Les techniciens ont été initiés à l’emploi de ces fluides frigorigènes naturels comme le propane,  pour exercer le métier de frigoriste dans les “meilleures conditions possibles pour la préservation de l’environnement”, a dit le proviseur du Lycée technique Souleymane Touré.

Pour Ndèye Sanou Loum, apprenante en fin de formation à l’Ecole normale supérieure d’enseignement technique et professionnel (ENSETP) de l’Université Cheikh Anta Diop de Dakar, cette formation, en plus de leur permettre de se familiariser avec les réfrigérants naturels, leur a inculqué les bonnes pratiques pour les utiliser en toute sécurité.

Les réfrigérants naturels sont inflammables, explosifs ou nocifs quand ils sont à l’air libre, a relevé Abdoulaye Guèye, représentant du ROCA.

Par la voix de Mme Loum, par ailleurs membre du réseau des femmes frigoristes, les membres de la cinquième cohorte se sont engagés à être des vecteurs de diffusion des connaissances qu’ils ont acquises lors de cette formation.

Selon le proviseur du LTP, cet échantillon de 100 techniciens formés à l’utilisation des réfrigérants naturels, représentatif des plus de 1.000 frigoristes  en activité à travers le pays, serviront de relais auprès des autres, a-t-il dit.

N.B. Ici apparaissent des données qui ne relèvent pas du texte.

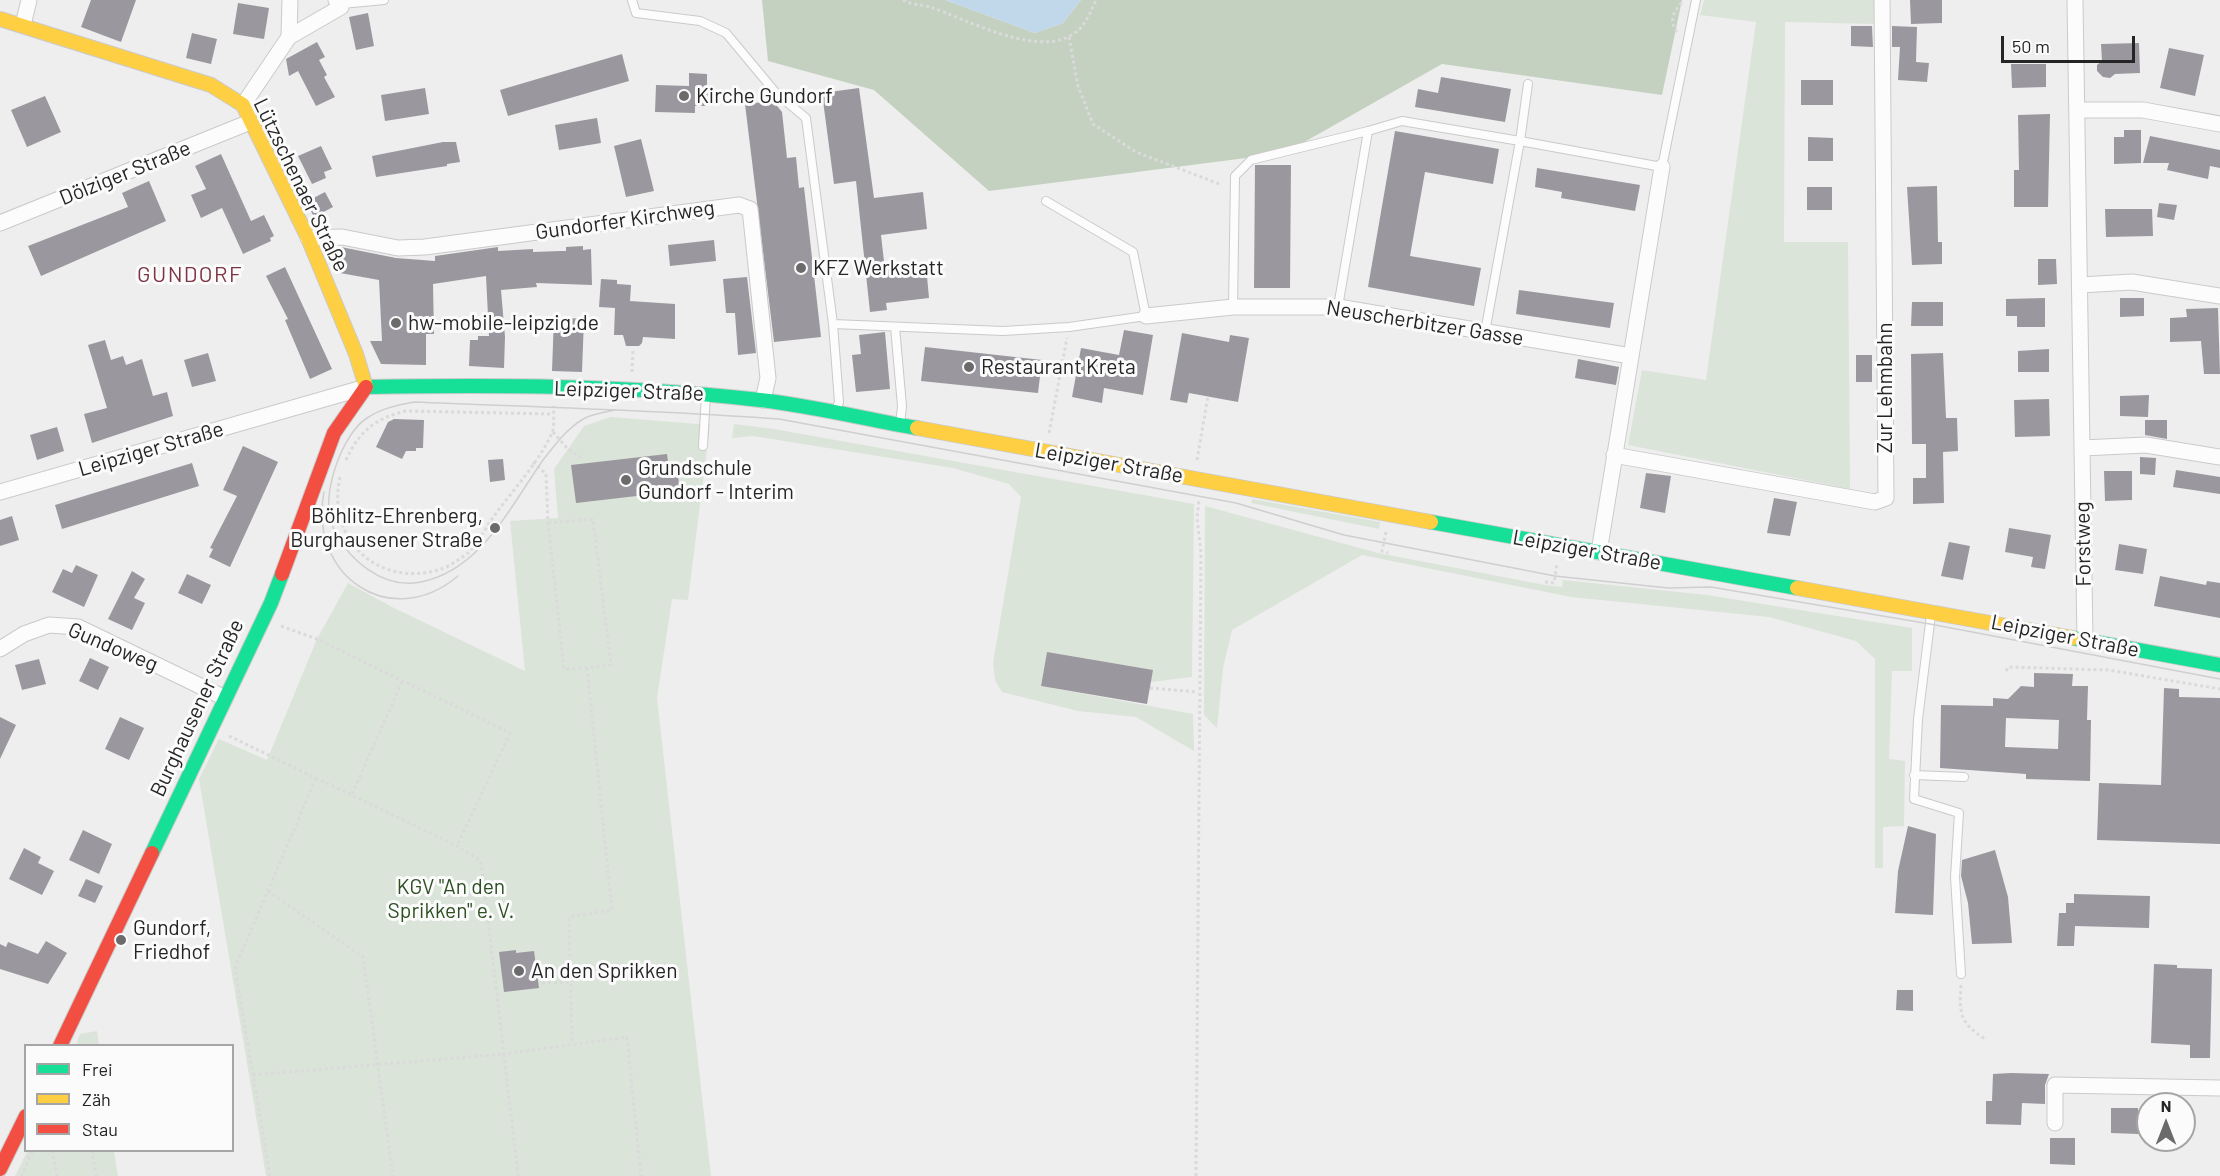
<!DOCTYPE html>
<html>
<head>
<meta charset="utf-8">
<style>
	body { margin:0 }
	#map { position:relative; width:2220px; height:1176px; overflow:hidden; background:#eee; font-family:Barlow,sans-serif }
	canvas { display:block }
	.legend { position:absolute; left:24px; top:1044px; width:210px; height:108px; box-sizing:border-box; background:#fbfbfc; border:2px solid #a5a5a6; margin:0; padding:8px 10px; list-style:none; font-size:18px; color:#252525 }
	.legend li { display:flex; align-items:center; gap:12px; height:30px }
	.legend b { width:30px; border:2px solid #a5a5a6 }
	.north { position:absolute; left:2136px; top:1092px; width:60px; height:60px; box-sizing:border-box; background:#fbfbfc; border:2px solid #a5a5a6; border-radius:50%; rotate:0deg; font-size:16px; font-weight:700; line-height:24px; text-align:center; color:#252525 }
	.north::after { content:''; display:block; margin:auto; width:21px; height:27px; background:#6b6b6b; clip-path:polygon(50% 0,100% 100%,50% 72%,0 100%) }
	.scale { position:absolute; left:2001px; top:36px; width:134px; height:27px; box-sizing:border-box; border:3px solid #252525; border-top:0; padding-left:8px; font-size:18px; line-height:21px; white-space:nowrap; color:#252525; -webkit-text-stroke:4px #fbfbfc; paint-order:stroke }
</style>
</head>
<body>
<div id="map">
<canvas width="2220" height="1176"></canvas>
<ul class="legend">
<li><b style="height:8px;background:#16e098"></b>Frei</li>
<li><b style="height:8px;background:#ffcf43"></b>Zäh</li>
<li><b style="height:8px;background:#f24e42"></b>Stau</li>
</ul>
<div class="north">N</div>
<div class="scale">50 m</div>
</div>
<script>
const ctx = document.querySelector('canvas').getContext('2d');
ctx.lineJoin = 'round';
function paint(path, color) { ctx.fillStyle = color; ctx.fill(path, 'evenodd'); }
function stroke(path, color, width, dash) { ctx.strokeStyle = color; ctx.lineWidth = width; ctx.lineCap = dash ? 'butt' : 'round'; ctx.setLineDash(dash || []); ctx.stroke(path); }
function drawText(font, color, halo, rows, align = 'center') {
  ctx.font = font + ' Barlow,sans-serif'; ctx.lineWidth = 6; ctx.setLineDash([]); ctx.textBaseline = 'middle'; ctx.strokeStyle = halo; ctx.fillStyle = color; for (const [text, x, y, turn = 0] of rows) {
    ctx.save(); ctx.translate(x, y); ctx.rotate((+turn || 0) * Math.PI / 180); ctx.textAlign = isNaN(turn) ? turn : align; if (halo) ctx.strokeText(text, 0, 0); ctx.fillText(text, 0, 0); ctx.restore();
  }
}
const green = new Path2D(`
	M1704,0H1876V24L1785,22L1784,242H1848L1850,489L1628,445L1642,370L1706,380L1756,22L1700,15Z
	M611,417L710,425L688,600L672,599L657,698L711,1176H266L199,779L219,739L267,760L317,639L348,583L392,607L525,671L510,521L558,518L554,469L584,426Z
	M734,424L774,429L1194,504L1192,677L1151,682L1047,652L1041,686L1193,714L1194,751L1136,717L1078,711L1002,692L995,680L993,663L1021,497L1009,484L953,468L753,436L732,438Z
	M1252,499L1380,522L1379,529L1251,503Z
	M1205,506L1378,553L1545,585L1562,587L1563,580L1707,595L1912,628V671H1892L1889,759L1905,761L1904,826L1883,827V868H1875V659L1856,641L1769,617L1571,597L1362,555L1232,630L1223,668L1217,728L1204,715Z
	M97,1031L99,1045H76L80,1034Z
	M28,1150L114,1151L118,1176H15Z`);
const forest = new Path2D(`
	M762,0H945L1035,33L1063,23L1081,0H1682L1662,95L1442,64L1285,153L989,191L874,90L768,61Z`);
const water = new Path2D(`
	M945,0H1081L1063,23L1035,33Z`);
const building = new Path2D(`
	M91,0H136L121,42L81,27Z
	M1910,0H1942V23L1911,24Z
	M238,3L269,8L264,39L233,34Z
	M368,13L374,46L356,50L349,17Z
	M1851,26H1872L1873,47L1851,46Z
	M1892,26L1917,27L1916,62L1929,63L1927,82L1898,80L1900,47H1892Z
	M192,33L217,39L211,64L186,58Z
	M317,42L325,57L319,60L327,75L324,77L335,97L316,106L298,71L289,76L286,59Z
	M2139,43L2140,73L2115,74L2110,78L2103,77L2097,71V65L2102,61L2101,44Z
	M2169,48L2204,55L2195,96L2160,88Z
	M622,54L629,81L508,116L500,90Z
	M2011,64H2046V87L2012,88Z
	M689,73L707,74V86H713V106H695V113L655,112L656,85L689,86Z
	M1441,77L1511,89L1505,122L1415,107L1418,89L1438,93Z
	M1801,80H1833V105H1801Z
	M425,88L429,114L385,121L381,95Z
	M859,88L874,198L923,192L927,229L881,235L885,270L926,265L929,298L886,303L887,310L870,312L856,181L834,184L822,93Z
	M45,96L61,132L27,147L11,110Z
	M773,101L782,112L787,158L796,157L799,188L804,187L821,337L774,342L745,104Z
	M2050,114L2048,207H2014V170H2019L2018,115Z
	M597,118L601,143L559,150L555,125Z
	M2124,130H2141V163L2114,164V137H2124Z
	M1395,131L1499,149L1493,184L1425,172L1410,256L1481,268L1474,306L1368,287Z
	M2150,136L2220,150V168L2210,166L2208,179L2167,170L2169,163H2143Z
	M1808,137L1833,138V161H1808Z
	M641,139L654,191L626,197L614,146Z
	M443,142H456L460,162L447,164V166L376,177L372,156Z
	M321,146L332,169L324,172L326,178L312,184L298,156Z
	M221,154L251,221L264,215L274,236L270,238L271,241L243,254L222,208L201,218L191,195L206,189L195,166Z
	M1255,165H1291L1290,288H1254Z
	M1537,168L1640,185L1635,211L1561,198L1562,192L1535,187Z
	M149,181L166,221L41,276L28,246L128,207L122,193Z
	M1937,186L1938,242H1942V264L1912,265L1907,187Z
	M1807,187H1832V210H1807Z
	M325,192L333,207L314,217L306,202Z
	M2159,203L2177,205L2174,220L2157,217Z
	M2105,209H2152L2153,236L2106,237Z
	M714,240L716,261L670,266L668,245Z
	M583,246V250L591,249L592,285L536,283L537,287L501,290L505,337L504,368L469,366L470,340H478V336H489L486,276L433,284L434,334H426V365L381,364L370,341H382L379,280L340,273L331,250L341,247L396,258L435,261V256L498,247V251L533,249V252L560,251H566V247Z
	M2038,259H2056L2057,284L2038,285Z
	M285,267L332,369L310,379L285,320L288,319L266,276Z
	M747,277L756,353L738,355L735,313H726L723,279Z
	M601,279L617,280V284L631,285L630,301L675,304V339L643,337L642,343L639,346H626L623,335H614L615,308L599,307Z
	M1519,290L1614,303L1610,328L1516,314Z
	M2045,298V327H2017V316H2006V299Z
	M2120,298H2144V316L2120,317Z
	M1912,302H1943V326H1911Z
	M2218,308L2220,374H2204L2201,341L2170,342V318L2187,317L2186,309Z
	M554,317L584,319L582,372L552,371Z
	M1124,330L1153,335L1143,395L1104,388L1102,403L1072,397L1081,348L1119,355Z
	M885,332L890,389L856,392L852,355L861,354L859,335Z
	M1182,333L1229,342L1230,335L1249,338L1238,402L1189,393L1187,403L1170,400Z
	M105,340L111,360L123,356L126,365L142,359L153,396L167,392L173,416L92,443L84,414L107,408L88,345Z
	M925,347L1042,360L1038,393L921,381Z
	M2049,349V372H2018V351Z
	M208,353L216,381L192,387L184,360Z
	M1943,353L1946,418H1957L1958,451L1943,452L1944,503L1913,504V478H1926V444H1912L1911,354Z
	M1856,355H1872V382H1856Z
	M1578,359L1619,367L1616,385L1575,378Z
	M2149,395L2148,417L2120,416V396Z
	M2049,399L2050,436L2015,437L2014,400Z
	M394,419L424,420L423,448H416V451H406L402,459L376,447L388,422Z
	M2145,420H2167V439L2145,435Z
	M57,427L64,451L37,460L30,435Z
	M243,446L278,462L230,567L209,557L213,549L210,548L237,496L223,490Z
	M667,454L669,470L677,469L680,491L576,503L571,465Z
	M2140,457L2156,458L2155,475L2140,474Z
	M503,459L505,480L490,482L488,460Z
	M192,463L199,486L62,529L55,505Z
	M2176,470L2220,477V494L2173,487Z
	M2104,471H2132V500L2105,501Z
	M1646,473L1671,476L1665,513L1640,508Z
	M1774,498L1797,502L1790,536L1767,533Z
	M12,516L19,540L0,546V520Z
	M2009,528L2051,535L2045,569L2031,567L2033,557L2005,552Z
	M1949,542L1970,546L1963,580L1941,576Z
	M2119,544L2147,549L2143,574L2115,570Z
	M76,565L98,575L84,607L52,592L63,569L72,573Z
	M132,571L145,579L134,598L145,603L132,630L108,619Z
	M187,574L211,585L202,604L178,593Z
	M2160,576L2206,585L2207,581L2220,583V618L2154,606Z
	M1047,652L1153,670L1147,704L1041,686Z
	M90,658L109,667L98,690L79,681Z
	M39,659L46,684L22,690L15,665Z
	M2034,673L2073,674L2072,686H2088L2087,720H2091L2090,781L2026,779V774L1940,768L1941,705L1993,706V698L2008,699L2021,686L2034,687ZM2006,718L2059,720L2058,749L2005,747Z
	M2164,688L2179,689V697L2220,698V844L2097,840L2099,783L2161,785Z
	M0,717L16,725L0,759Z
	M120,717L144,728L129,760L105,749Z
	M1908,826L1936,834L1933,915L1895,913L1898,871Z
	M83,830L112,844L99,874L69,860Z
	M24,848L41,857L38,863L54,871L42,895L9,879Z
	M1995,850L2008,897L2012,943L1972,944L1968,903L1961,876L1962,860Z
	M86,879L103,886L95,903L78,896Z
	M2074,894L2150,896L2149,928L2075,926L2074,946H2057L2059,913H2066V903H2074Z
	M46,941L67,953L48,984L0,969V944L6,947L8,942L38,954Z
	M516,950V953L534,951L539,988L504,992L499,952Z
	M2154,964L2177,965V968L2212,969L2210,1058H2190V1045L2151,1043Z
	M1897,990H1913V1011L1896,1010Z
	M2011,1073L2049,1074L2045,1085V1104L2022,1103L2021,1125L1986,1124V1101H1992L1993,1074Z
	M2111,1108H2138V1134L2111,1133Z
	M2050,1138H2075V1165L2050,1164Z`);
const path = new Path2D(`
	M903,0C911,5 921,4 930,7C966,19 1033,56 1070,36C1085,28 1089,15 1096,0
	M1677,32C1668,20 1674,11 1683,1
	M1069,37L1078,86L1093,124L1136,152L1222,185
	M632,372L633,350
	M553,432L566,447L581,458
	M1049,433L1067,338
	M346,460C359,431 376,418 406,411L553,414
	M1197,460L1208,396
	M533,462L546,474L548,523L564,669L587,668
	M340,477C326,540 379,589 441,569C449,567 461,558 468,553C478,543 486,527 494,516C513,490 539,462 552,433C555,426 553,414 554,406
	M548,523L593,519L611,665L587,668L612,910L569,917L572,1043
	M1386,532L1382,551L1388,553
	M1545,582L1554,583L1557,564
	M281,626L317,639L510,733L457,846
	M2006,671L2008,667L2108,670L2220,689
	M1150,688L1198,692
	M229,736L457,846L481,861L504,1054L627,1037L641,1176
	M352,794L402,682
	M268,891L363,957L393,1176
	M542,983L569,982
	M1961,985C1959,1014 1960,1023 1985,1039
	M253,1075L504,1054L518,1176
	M52,1150L57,1176
	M92,1150L96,1176
	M21,1176L33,1150
	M270,1176L235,968L316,778
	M1196,1176L1201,553L1197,518L1199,499`);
const lane = new Path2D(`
	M632,0L636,13L700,21L726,33L776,93L806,118L833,324L839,402L836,410
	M342,4L384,0
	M1233,307L1235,176L1251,160L1368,131
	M1338,307L1368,131L1402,121L1520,141L1528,84
	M833,324L1003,331L1069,327L1146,316L1133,252L1046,201
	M895,327L902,406L900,424
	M1485,332L1520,141L1662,167L1696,0
	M703,446L706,395
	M1931,615L1918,719L1914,799L1959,813L1955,877L1961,974
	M1914,775L1964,777`);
const street = new Path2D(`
	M2075,0L2085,640
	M23,25L29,0
	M289,37L290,0
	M243,105L289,37L341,7V2L336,0
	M2078,110H2143L2220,124
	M0,223L250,122
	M308,238L342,237L398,248L425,247L739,205L750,209L768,378L763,400
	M2080,285L2132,282L2220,296
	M1146,316L1233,307H1338L1631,356
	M2082,448L2146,445L2220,457
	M1614,455L1875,502L1886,498L1882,0
	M0,492L366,387
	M1599,552L1662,167
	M0,649L24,634L49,625L78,627L225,698
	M2055,1123V1085L2220,1088`);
const fast = new Path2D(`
	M366,387C497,385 630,385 760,400C813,406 865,419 917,428
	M1431,522L1797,588
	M2073,638L2220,665
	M152,853L271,603L282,574`);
const slow = new Path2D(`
	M0,19L211,85L243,105L308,238L356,354L366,387
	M917,428L1431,522
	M1797,588L2073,638`);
const jam = new Path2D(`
	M282,574L334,433L366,387
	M60,1046L152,853
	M0,1169L26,1116`);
const tram = new Path2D(`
	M615,410C606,412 593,414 585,418C567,428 555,445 543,460C510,507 481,570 421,582C382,590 346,558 332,525C320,496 342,434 367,418C382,408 398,405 414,402C536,407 657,410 779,419L1236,503L1344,535L1555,576L1668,588L1711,587L1930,624L2220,679
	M324,492C308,575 390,633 458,576`);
const markers = [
	[684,96,6,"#6b6b6b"],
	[801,268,6,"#6b6b6b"],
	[396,323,6,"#6b6b6b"],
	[969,367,6,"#6b6b6b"],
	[626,480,6,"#6b6b6b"],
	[495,528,6,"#6b6b6b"],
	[121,940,6,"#6b6b6b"],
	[519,971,6,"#6b6b6b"]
];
const poiNames = [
	["Kirche Gundorf",696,96],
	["KFZ Werkstatt",813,268],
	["hw-mobile-leipzig.de",408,323],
	["Restaurant Kreta",981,367],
	["Grundschule",638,468],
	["Gundorf - Interim",638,492],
	["Böhlitz-Ehrenberg,",483,516,"right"],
	["Burghausener Straße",483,540,"right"],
	["Gundorf,",133,928],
	["Friedhof",133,952],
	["An den Sprikken",531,971]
];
const streetNames = [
	["Dölziger Straße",125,173,-22],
	["Lützschenaer Straße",301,185,64],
	["Gundorfer Kirchweg",625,220,-8],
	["Neuscherbitzer Gasse",1425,323,9],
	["Zur Lehmbahn",1885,388,-90],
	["Leipziger Straße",629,391,2],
	["Leipziger Straße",151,449,-16],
	["Leipziger Straße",1109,463,10],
	["Forstweg",2083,544,-91],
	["Leipziger Straße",1587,550,10],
	["Leipziger Straße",2065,636,11],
	["Gundoweg",113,647,23],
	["Burghausener Straße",197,708,-65]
];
const parkNames = [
	["KGV \"An den",451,887],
	["Sprikken\" e. V.",451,911]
];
const neighbourhoodNames = [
	["GUNDORF",190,275]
];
paint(green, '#dbe4d9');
paint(forest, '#c4d1c0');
paint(water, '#c1d8ea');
paint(building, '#9a989e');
stroke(lane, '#cacaca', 10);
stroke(street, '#cacaca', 17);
stroke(fast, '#cacaca', 16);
stroke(slow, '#cacaca', 16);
stroke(jam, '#cacaca', 16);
stroke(path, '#dadadb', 3, [3, 3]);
stroke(lane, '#fcfcfc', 8);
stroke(street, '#fcfcfc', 15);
stroke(fast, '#16e098', 14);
stroke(slow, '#ffcf43', 14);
stroke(jam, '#f24e42', 14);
stroke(tram, '#cfcfcf', 1.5);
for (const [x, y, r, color] of markers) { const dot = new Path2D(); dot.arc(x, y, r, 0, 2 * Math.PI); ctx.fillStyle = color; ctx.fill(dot); stroke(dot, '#fbfbfc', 2); }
drawText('21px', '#252525', '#fbfbfc', poiNames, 'left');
drawText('21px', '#252525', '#fbfbfc', streetNames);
drawText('21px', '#2e4f22', '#fbfbfc', parkNames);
ctx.letterSpacing = '1.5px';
drawText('22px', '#7c3544', '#fbfbfc', neighbourhoodNames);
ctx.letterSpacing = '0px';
</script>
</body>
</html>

“En tant que structure de formation professionnelle, nous allons les suivre sur le terrain et démultiplier au besoin les formations auprès des gens qui ne sont pas là, avec l’appui du ROCA”, a-t-il promis.

L’équipe de formateurs, parmi lesquels des enseignants envoyés par l’Ecole normale supérieure d’enseignement technique et professionnel (ENSETP) de l’Université Cheikh Anta Diop de Dakar, “a été à la hauteur”, s’est félicité  le proviseur du LTP.

Il a invité les techniciens en froid et climatisation à être des “ambassadeurs” des entreprises et des Etats, en contribuant à l’efficacité énergétique et à la réduction de l’effet de serre.

Il leur a saisi l’occasion pour donner quelques conseils pour une carrière réussie à ses cadet dans ce métier qui a été le sien et qu’il considère comme “noble”. Il a insisté sur la la culture des relations personnelles, l’élégance et la bonne finition et la discrétion.

Le frigoriste entre dans la chambre du président quand son climatiseur tome en panne, comme il entre dans la salle d’opération. Si bien que, selon lui, un frigoriste ne doit pas être pauvre parce que tout le monde a besoin de lui.

Comme effets induits de l’organisation de ces sessions de formation, le Lycée technique a été en plus de la visibilité qu’il a gagnée, reçu du ROCA deux bancs didactiques, des appareils de manipulation utilisés dans la formation.

Après ces cinq cohortes, le LTP, considéré comme un centre de formation de référence, devra encore former en six mois 150 techniciens, dans le cadre d’un projet d’électrification de 300 villages.

Le ROCA fait partie d’un cluster de projets dénommé PROKLIMA créé depuis 1995 et exécuté par la GIZ. Il est cofinancé par la GIZ et l’Union européenne, pour intervenir au Sénégal, au Mali, au Burkina Faso et au Cameroun, notamment dans les domaines du conseil politique, du transfert de technologie  et du renforcement de capacités.